Dans l’État du Zamfara, berceau du problème des bandes armées du nord-ouest, des groupes rivaux dévalisent les mines d’or artisanales qui ont proliféré au cours des dix dernières années, et s’affrontent pour leur contrôle. La mainmise des bandes sur la ruée vers l’or de cet État a attiré de nombreux jeunes gens pauvres et sans emploi, qui viennent rejoindre leurs rangs. On sait que ces bandes trouvent repaire dans les forêts de Sububu et de Dansadau au Zamfara, et qu’elles passent des armes en contrebande à la frontière avec le Niger. Le gouvernement du Zamfara a estimé qu’il y a 10 000 soi-disant bandits qui sont répartis sur 40 camps dans l’État.

Plus loin à l’est et au sud, les bandes du Katsina et du Kaduna procèdent à des pillages de bétail et des enlèvements depuis la forêt de Davin Rugu. Les raids menés depuis ces camps forestiers visant les agriculteurs et les éleveurs exacerbent les tensions existantes entre les groupes communautaires, et encouragent la demande d’armes à feu dans la région, qui sont alors fournies par les bandes armées — ce qui détériore encore la sécurité.

Les activités de ces bandes organisées dans le nord-ouest attirent l’attention des groupes islamistes militants. Ansaru a déployé des religieux dans la région, qui prêchent contre la démocratie et les efforts de paix du gouvernement. Il existe également des preuves que l’EIAO tisse des liens avec les groupes criminels du nord-ouest afin de tenter de les radicaliser.

Le conflit entre éleveurs et agriculteurs

Affectant prioritairement les États de la ceinture centrale et du nord-ouest, les affrontements entre les agriculteurs et les éleveurs ont encouragé la formation de milices ethniques, de raids d’autodéfense et d’exécutions sommaires.
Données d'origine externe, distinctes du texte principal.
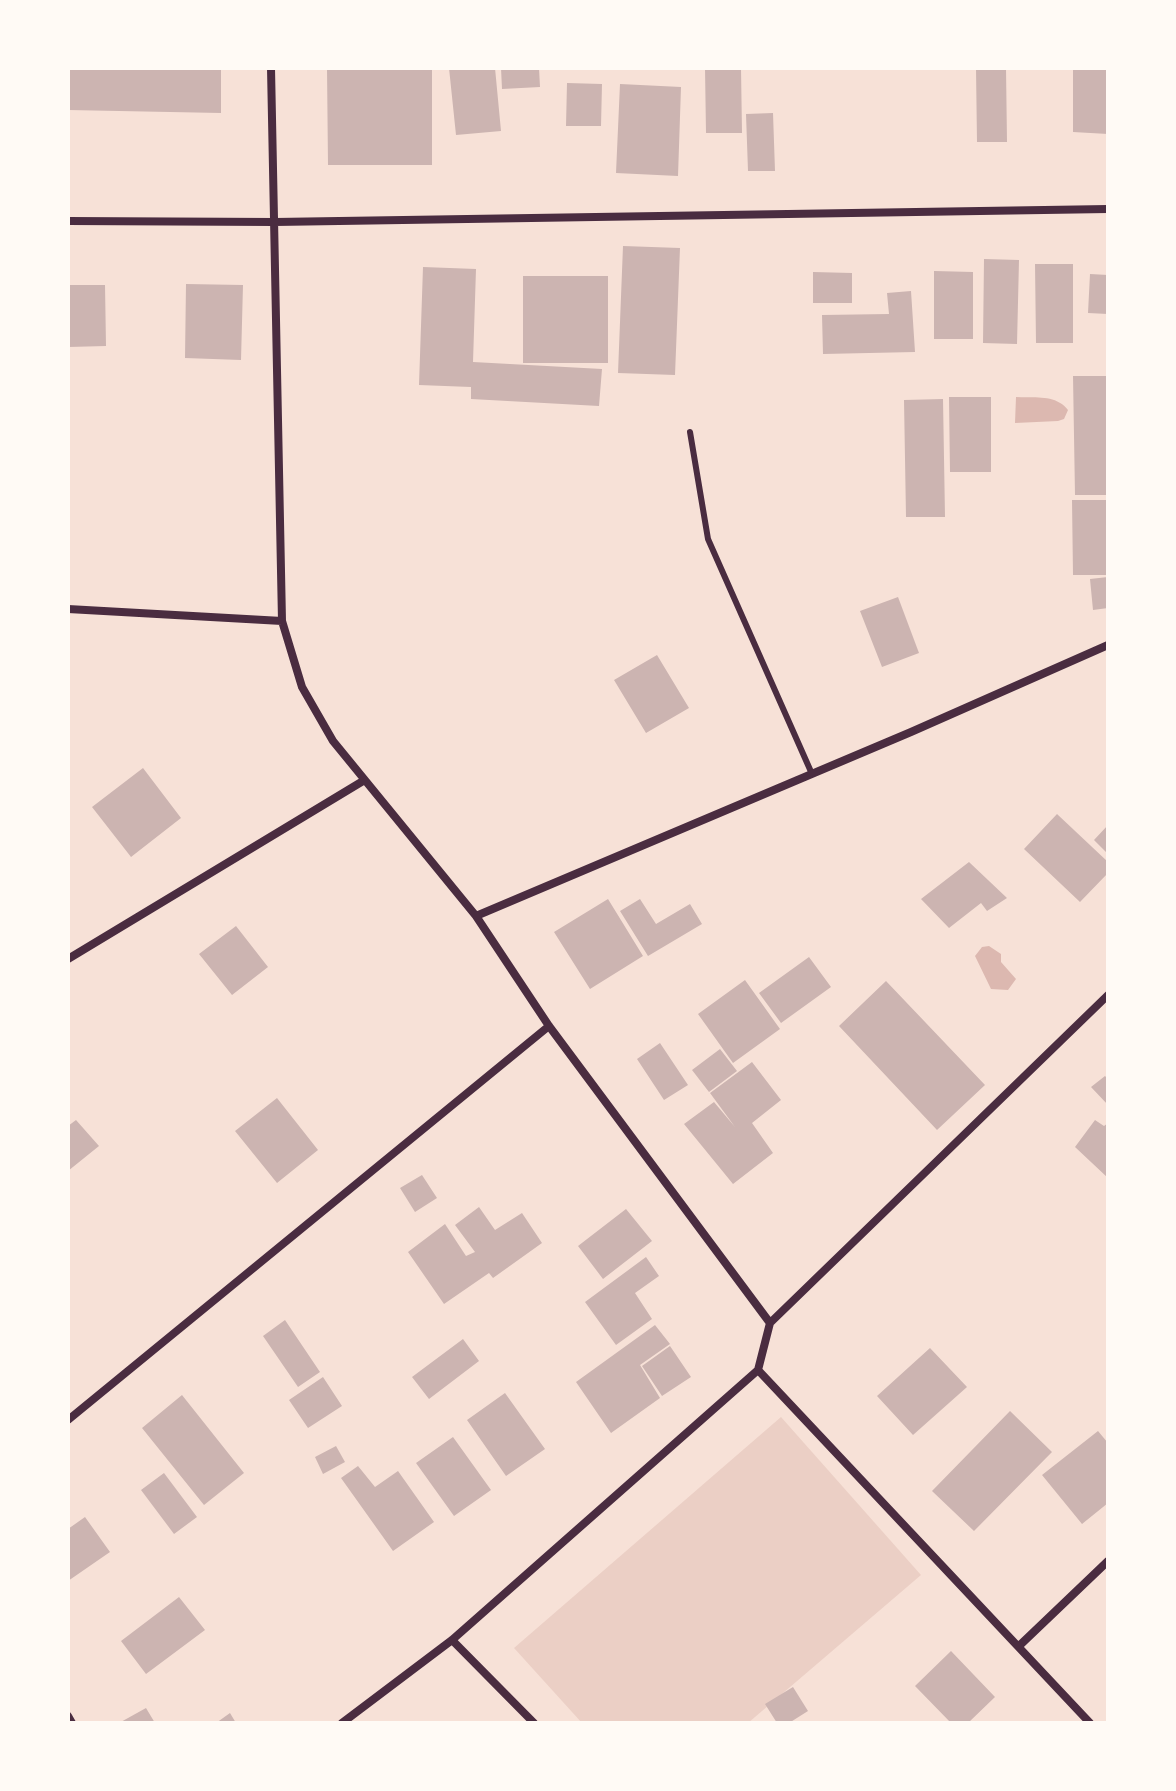 <!DOCTYPE html>
<style>
body{margin:0}
#map{position:relative;width:1176px;height:1791px;overflow:hidden;background:#f7e1d7;font-family:"Open Sans",sans-serif}
canvas{display:block}
.frame{position:absolute;inset:0;border:70px solid #fffaf5;pointer-events:none}
</style>
<div id="map">
<canvas width="1176" height="1791"></canvas>
<div class="frame"></div>
</div>
<script>
const g = document.querySelector('canvas').getContext('2d');
g.lineJoin = 'round';
function fillPath(path, color) { g.fillStyle = color; g.fill(path, 'evenodd'); }
function stroke(path, color, width, dash) { g.strokeStyle = color; g.lineWidth = width; g.lineCap = dash ? 'butt' : 'round'; g.setLineDash(dash || []); g.stroke(path); }
fillPath(new Path2D(`
 M 781,1417 L 921,1575 L 748,1723 L 582,1723 L 514,1648 Z`), '#ebcfc5');
fillPath(new Path2D(`
 M 1016,397 C 1034,398 1056,394 1068,410 L 1064,419 L 1058,421 L 1015,423 Z
 M 989,946 L 1001,954 L 1001,962 L 1016,979 L 1008,990 L 991,989 L 975,956 L 982,947 Z`), '#dcb8b0');
fillPath(new Path2D(`
 M 68,68 L 221,68 L 221,113 L 68,110 Z
 M 327,68 L 432,68 L 432,165 L 328,165 Z
 M 449,68 L 495,68 L 501,131 L 456,135 Z
 M 501,68 L 539,68 L 540,87 L 502,89 Z
 M 705,68 L 741,68 L 742,133 L 706,133 Z
 M 976,68 L 1006,68 L 1007,142 L 977,142 Z
 M 1073,68 L 1108,68 L 1108,134 L 1073,132 Z
 M 567,83 L 602,84 L 601,126 L 566,126 Z
 M 620,84 L 681,87 L 678,176 L 616,173 Z
 M 773,113 L 775,171 L 748,171 L 746,114 Z
 M 623,246 L 680,248 L 675,375 L 618,373 Z
 M 984,259 L 1019,260 L 1017,344 L 983,343 Z
 M 1035,264 L 1073,264 L 1073,343 L 1036,343 Z
 M 423,267 L 476,269 L 473,362 L 602,369 L 599,406 L 471,399 L 471,387 L 419,385 Z
 M 934,271 L 973,272 L 973,339 L 934,339 Z
 M 813,272 L 852,273 L 852,303 L 813,303 Z
 M 1090,274 L 1108,275 L 1108,314 L 1088,313 Z
 M 523,276 L 608,276 L 608,363 L 523,363 Z
 M 186,284 L 243,285 L 241,360 L 185,358 Z
 M 68,285 L 105,285 L 106,346 L 68,347 Z
 M 911,291 L 915,352 L 823,354 L 822,315 L 889,314 L 887,293 Z
 M 1073,376 L 1108,376 L 1108,495 L 1075,495 Z
 M 949,397 L 991,397 L 991,472 L 950,472 Z
 M 943,399 L 945,517 L 906,517 L 904,400 Z
 M 1072,500 L 1108,500 L 1108,575 L 1073,575 Z
 M 1108,577 L 1108,608 L 1093,610 L 1090,579 Z
 M 898,597 L 919,653 L 882,667 L 860,611 Z
 M 657,655 L 689,708 L 646,733 L 614,680 Z
 M 143,768 L 181,818 L 131,857 L 92,807 Z
 M 1057,814 L 1108,862 L 1108,873 L 1080,902 L 1024,849 Z
 M 1108,825 L 1108,854 L 1094,840 Z
 M 969,862 L 1007,898 L 987,911 L 981,903 L 949,928 L 921,899 Z
 M 608,899 L 643,956 L 590,989 L 554,932 Z
 M 640,899 L 656,924 L 690,904 L 702,924 L 648,956 L 620,911 Z
 M 236,926 L 268,967 L 232,995 L 199,954 Z
 M 809,957 L 831,987 L 781,1023 L 759,993 Z
 M 745,980 L 780,1029 L 733,1063 L 698,1014 Z
 M 886,981 L 985,1085 L 937,1130 L 839,1026 Z
 M 660,1043 L 688,1085 L 664,1100 L 637,1059 Z
 M 720,1049 L 737,1071 L 709,1092 L 692,1070 Z
 M 752,1062 L 781,1100 L 752,1123 L 773,1153 L 733,1184 L 684,1124 L 714,1102 L 735,1127 L 710,1093 Z
 M 1105,1076 L 1108,1079 L 1108,1105 L 1091,1087 Z
 M 277,1098 L 318,1150 L 277,1183 L 235,1131 Z
 M 76,1120 L 99,1146 L 68,1171 L 68,1126 Z
 M 1095,1120 L 1104,1126 L 1108,1123 L 1108,1178 L 1075,1147 Z
 M 422,1175 L 437,1198 L 415,1212 L 400,1188 Z
 M 479,1207 L 495,1230 L 522,1213 L 542,1243 L 493,1278 L 489,1273 L 444,1304 L 408,1252 L 445,1224 L 466,1256 L 475,1252 L 455,1225 Z
 M 626,1209 L 652,1241 L 603,1279 L 578,1246 Z
 M 646,1257 L 659,1276 L 635,1293 L 652,1319 L 616,1345 L 585,1302 Z
 M 285,1320 L 320,1372 L 298,1387 L 263,1336 Z
 M 655,1325 L 670,1344 L 640,1365 L 660,1398 L 611,1433 L 576,1382 Z
 M 463,1339 L 479,1361 L 429,1399 L 412,1377 Z
 M 670,1346 L 691,1377 L 662,1396 L 642,1366 Z
 M 930,1348 L 967,1387 L 913,1435 L 877,1396 Z
 M 323,1377 L 342,1406 L 308,1428 L 289,1400 Z
 M 505,1393 L 545,1449 L 506,1476 L 467,1420 Z
 M 182,1395 L 244,1473 L 204,1505 L 142,1428 Z
 M 1010,1411 L 1052,1452 L 974,1531 L 932,1491 Z
 M 1098,1431 L 1108,1443 L 1108,1503 L 1082,1524 L 1042,1475 Z
 M 453,1437 L 491,1490 L 454,1516 L 416,1463 Z
 M 336,1446 L 345,1462 L 323,1474 L 315,1457 Z
 M 358,1466 L 375,1487 L 398,1471 L 434,1522 L 393,1551 L 341,1478 Z
 M 164,1473 L 197,1517 L 174,1534 L 141,1490 Z
 M 85,1517 L 110,1552 L 68,1581 L 68,1529 Z
 M 179,1597 L 205,1630 L 146,1674 L 121,1641 Z
 M 951,1651 L 995,1697 L 968,1723 L 951,1723 L 915,1686 Z
 M 793,1687 L 808,1711 L 789,1723 L 777,1723 L 765,1704 Z
 M 146,1708 L 155,1723 L 119,1723 Z
 M 230,1713 L 236,1723 L 216,1723 Z`), '#ccb4b1');
stroke(new Path2D(`
 M 690,432 L 708,539 L 812,774`), '#4a2c40', 6);
stroke(new Path2D(`
 M 271,68 L 282,621 L 302,687 L 333,741 L 476,916 L 549,1026 L 770,1323
 M 68,221 L 275,222 L 1108,209
 M 68,609 L 282,621
 M 476,916 L 911,732 L 1108,645
 M 68,959 L 363,781
 M 758,1370 L 1090,1723
 M 68,1420 L 549,1026
 M 452,1640 L 534,1723
 M 1019,1646 L 1108,1561
 M 68,1716 L 72,1723
 M 342,1723 L 452,1640 L 758,1370 L 770,1323 L 1108,995`), '#4a2c40', 8);
</script>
Historiquement, les États du nord-ouest et de la ceinture centrale ont été les plaines fertiles et les pâturages du Nigeria, où les groupes de pasteurs nomades et d’agriculteurs sédentaires coexistaient, faisaient du commerce et se tournaient vers les mécanismes de maintien de la paix lorsque des litiges fonciers apparaissaient. Cependant, l’assèchement et l’attribution de vastes parcelles à des propriétaires fonciers du nord-ouest ont chassé les éleveurs de leurs zones de pâturage traditionnelles. De plus, suivant une analyse aérienne effectuée par l’U.S. Geological Survey, les terres disponibles pour le pâturage dans la ceinture centrale du Nigeria ont décliné de 38 % entre 1975 et 2013 alors que les parcelles dédiées à l’agriculture ont pratiquement triplé. Ces dynamiques ont été générées par des changements climatiques, des politiques d’exclusion des terres et la croissance de la population. En même temps, la demande de viande fournie par les éleveurs du pays est croissante.
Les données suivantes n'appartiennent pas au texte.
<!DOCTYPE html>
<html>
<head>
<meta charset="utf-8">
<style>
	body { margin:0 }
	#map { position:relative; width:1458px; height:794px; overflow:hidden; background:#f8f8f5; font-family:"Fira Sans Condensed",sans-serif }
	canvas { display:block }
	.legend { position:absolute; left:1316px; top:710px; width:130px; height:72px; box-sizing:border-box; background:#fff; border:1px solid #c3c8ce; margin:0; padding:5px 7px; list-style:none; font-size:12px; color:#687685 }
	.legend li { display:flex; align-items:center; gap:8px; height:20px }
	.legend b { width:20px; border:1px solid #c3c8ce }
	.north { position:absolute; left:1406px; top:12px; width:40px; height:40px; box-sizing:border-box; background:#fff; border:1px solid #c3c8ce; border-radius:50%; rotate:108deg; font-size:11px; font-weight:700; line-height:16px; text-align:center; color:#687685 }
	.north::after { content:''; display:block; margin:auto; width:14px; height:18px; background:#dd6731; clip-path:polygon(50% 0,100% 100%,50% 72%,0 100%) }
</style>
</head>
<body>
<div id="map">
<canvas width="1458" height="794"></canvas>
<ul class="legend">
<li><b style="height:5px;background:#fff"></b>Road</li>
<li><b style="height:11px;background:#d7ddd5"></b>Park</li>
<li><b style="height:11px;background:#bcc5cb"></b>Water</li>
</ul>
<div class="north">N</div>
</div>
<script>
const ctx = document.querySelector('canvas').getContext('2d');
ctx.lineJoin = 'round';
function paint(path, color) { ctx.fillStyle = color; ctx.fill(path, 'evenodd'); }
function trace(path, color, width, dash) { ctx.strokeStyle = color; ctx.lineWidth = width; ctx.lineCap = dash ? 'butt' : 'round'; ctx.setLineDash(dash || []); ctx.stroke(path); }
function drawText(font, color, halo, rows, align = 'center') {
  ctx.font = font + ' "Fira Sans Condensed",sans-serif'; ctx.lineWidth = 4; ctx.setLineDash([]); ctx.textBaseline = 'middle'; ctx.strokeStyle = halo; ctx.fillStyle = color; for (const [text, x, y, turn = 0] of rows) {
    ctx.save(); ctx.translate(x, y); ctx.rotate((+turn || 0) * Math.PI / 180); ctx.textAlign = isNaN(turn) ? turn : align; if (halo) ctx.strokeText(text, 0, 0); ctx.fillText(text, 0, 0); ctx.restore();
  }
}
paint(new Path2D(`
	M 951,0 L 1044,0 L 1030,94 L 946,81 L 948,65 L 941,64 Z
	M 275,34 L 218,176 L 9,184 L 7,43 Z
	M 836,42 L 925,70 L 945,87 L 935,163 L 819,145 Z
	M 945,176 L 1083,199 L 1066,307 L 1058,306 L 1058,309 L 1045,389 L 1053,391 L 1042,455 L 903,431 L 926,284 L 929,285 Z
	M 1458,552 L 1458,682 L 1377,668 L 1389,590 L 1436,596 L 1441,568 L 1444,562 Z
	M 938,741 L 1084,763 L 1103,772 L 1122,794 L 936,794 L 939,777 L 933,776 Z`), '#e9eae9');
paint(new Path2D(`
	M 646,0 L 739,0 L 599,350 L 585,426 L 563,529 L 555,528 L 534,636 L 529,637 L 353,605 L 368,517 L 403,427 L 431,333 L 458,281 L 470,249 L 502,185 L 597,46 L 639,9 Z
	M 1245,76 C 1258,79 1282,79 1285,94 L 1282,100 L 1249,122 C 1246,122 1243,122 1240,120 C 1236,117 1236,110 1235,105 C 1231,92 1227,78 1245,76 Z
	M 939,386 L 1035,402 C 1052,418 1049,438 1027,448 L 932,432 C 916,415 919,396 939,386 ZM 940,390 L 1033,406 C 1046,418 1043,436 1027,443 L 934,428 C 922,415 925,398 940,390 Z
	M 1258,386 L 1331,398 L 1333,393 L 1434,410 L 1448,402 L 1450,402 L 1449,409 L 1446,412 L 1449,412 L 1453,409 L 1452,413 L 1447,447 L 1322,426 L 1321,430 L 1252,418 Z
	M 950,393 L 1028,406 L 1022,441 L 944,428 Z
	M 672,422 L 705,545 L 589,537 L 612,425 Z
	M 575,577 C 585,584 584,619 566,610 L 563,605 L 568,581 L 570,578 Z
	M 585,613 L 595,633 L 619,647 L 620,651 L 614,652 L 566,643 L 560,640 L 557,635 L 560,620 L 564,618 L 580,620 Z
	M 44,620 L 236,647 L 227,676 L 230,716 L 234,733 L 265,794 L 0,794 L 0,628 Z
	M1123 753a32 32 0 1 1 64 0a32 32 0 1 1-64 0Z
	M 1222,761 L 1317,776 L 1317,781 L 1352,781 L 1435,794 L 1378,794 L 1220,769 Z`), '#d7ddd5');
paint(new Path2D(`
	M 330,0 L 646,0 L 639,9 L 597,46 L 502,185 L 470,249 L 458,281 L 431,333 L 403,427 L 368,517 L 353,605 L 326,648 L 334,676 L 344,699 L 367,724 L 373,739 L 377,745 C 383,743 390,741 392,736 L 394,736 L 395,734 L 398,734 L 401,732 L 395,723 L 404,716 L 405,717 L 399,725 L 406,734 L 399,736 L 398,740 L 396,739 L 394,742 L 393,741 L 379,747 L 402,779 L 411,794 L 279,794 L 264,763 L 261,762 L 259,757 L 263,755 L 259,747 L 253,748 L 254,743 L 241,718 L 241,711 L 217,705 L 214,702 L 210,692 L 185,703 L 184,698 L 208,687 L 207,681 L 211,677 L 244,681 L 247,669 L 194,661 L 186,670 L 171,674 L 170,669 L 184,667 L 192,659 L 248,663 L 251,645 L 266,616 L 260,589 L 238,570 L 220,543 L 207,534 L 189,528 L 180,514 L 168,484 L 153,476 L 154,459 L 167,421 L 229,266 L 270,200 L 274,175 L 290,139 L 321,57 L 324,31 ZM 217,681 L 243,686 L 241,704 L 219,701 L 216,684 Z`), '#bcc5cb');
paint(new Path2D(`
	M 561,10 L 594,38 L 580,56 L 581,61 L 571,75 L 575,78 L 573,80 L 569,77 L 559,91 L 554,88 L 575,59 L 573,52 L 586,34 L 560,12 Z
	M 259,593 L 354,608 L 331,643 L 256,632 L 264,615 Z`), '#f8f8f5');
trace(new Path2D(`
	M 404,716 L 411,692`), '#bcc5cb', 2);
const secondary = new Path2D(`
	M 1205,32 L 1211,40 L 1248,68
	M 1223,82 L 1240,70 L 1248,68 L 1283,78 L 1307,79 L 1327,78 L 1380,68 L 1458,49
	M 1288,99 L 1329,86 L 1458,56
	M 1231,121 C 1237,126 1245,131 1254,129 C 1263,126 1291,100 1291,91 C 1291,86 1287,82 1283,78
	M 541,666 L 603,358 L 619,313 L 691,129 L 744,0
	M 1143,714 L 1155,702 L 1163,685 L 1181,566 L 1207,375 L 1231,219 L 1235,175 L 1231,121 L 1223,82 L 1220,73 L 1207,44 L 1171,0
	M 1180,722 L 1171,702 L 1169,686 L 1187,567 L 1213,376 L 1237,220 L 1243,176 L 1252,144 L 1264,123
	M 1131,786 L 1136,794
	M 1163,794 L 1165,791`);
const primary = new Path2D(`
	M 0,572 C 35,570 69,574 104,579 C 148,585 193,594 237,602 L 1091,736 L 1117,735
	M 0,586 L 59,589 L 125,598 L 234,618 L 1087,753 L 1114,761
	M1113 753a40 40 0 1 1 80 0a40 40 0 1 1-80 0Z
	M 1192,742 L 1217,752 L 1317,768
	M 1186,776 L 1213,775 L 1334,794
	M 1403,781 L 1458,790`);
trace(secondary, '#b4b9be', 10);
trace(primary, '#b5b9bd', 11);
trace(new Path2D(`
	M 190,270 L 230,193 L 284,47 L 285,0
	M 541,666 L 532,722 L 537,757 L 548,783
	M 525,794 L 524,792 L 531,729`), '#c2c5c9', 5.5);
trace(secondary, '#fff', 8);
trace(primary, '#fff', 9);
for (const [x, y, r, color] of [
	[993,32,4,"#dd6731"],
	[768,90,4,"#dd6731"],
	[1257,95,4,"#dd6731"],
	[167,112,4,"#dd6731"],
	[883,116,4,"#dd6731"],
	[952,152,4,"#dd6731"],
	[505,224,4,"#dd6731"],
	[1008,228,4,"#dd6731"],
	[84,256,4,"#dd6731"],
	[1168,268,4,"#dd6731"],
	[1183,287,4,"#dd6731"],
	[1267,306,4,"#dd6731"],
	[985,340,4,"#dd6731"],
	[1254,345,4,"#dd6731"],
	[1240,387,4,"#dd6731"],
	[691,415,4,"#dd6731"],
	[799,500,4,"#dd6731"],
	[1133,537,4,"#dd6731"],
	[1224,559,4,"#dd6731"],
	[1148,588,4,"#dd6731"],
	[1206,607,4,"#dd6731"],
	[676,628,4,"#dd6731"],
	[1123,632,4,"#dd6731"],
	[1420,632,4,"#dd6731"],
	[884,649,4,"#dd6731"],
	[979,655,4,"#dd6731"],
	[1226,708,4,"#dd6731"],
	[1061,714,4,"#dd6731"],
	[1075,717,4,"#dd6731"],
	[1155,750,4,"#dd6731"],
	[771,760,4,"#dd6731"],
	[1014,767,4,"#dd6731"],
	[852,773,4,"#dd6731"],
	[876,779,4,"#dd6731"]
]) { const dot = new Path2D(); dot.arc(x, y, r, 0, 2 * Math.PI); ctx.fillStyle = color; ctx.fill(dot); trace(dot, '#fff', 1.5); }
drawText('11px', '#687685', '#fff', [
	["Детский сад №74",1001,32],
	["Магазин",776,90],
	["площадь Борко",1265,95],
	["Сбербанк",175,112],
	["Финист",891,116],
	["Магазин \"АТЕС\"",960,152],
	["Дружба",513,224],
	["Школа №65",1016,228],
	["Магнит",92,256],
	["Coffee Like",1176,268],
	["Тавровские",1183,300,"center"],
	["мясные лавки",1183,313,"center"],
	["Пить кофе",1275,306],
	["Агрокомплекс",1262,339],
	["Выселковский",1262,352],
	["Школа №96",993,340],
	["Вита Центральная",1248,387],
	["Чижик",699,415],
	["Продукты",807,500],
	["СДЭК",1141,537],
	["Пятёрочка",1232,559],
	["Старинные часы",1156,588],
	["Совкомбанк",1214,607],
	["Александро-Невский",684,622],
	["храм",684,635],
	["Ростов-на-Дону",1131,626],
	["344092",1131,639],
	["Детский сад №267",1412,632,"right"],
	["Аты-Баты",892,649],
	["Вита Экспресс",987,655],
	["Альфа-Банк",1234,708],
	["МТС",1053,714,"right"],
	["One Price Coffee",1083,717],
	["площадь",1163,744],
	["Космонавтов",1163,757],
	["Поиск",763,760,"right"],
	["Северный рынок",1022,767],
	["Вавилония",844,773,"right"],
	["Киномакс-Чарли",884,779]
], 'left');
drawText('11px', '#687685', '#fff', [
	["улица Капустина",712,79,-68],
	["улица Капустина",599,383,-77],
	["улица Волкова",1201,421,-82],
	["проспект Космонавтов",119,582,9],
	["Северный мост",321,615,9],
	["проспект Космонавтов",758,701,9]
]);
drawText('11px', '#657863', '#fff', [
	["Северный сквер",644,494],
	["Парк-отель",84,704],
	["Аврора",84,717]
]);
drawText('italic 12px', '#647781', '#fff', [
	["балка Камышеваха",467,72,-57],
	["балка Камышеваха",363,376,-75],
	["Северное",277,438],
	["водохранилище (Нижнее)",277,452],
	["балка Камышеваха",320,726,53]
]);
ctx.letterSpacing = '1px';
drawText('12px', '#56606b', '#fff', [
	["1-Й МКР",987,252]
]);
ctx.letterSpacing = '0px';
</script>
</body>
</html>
« En dépit de cette fréquente formulation en termes communautaires, la religion et l’appartenance régionale ne sont pas les principales causes du conflit ».

Cette zone centrale du Nigeria est aussi l’endroit où la zone socio-politique du nord du pays croise celle du sud. C’est une région d’échanges culturels où des douzaines de langues sont parlées et où aucun groupe individuel n’a de claire majorité politique — ce sont dans les États de la ceinture centrale que les écarts aux élections nationales sont les plus étroits. Les politiciens nationaux, les grands propriétaires terriens et leurs alliés dans la presse se sont emparés de cette dynamique pour politiser les conflits entre les agriculteurs et les éleveurs, et entre les soi-disant « colons » et les communautés « indigènes » de la région. Les théories complotistes, les allégations de dissimulation et de nettoyage ethnique qui entourent la violence dans la ceinture centrale sont courantes — et répétées même par des groupes humanitaires bienveillants et des analystes. En dépit de cette fréquente formulation en termes communautaires, la religion et l’appartenance régionale ne sont pas les causes principales du conflit. Ceci est démontré par le fait que les milices peules et haoussas, pratiquant toutes deux l’Islam, sont souvent adversaires lors de ces conflits communautaires, en particulier au nord-ouest.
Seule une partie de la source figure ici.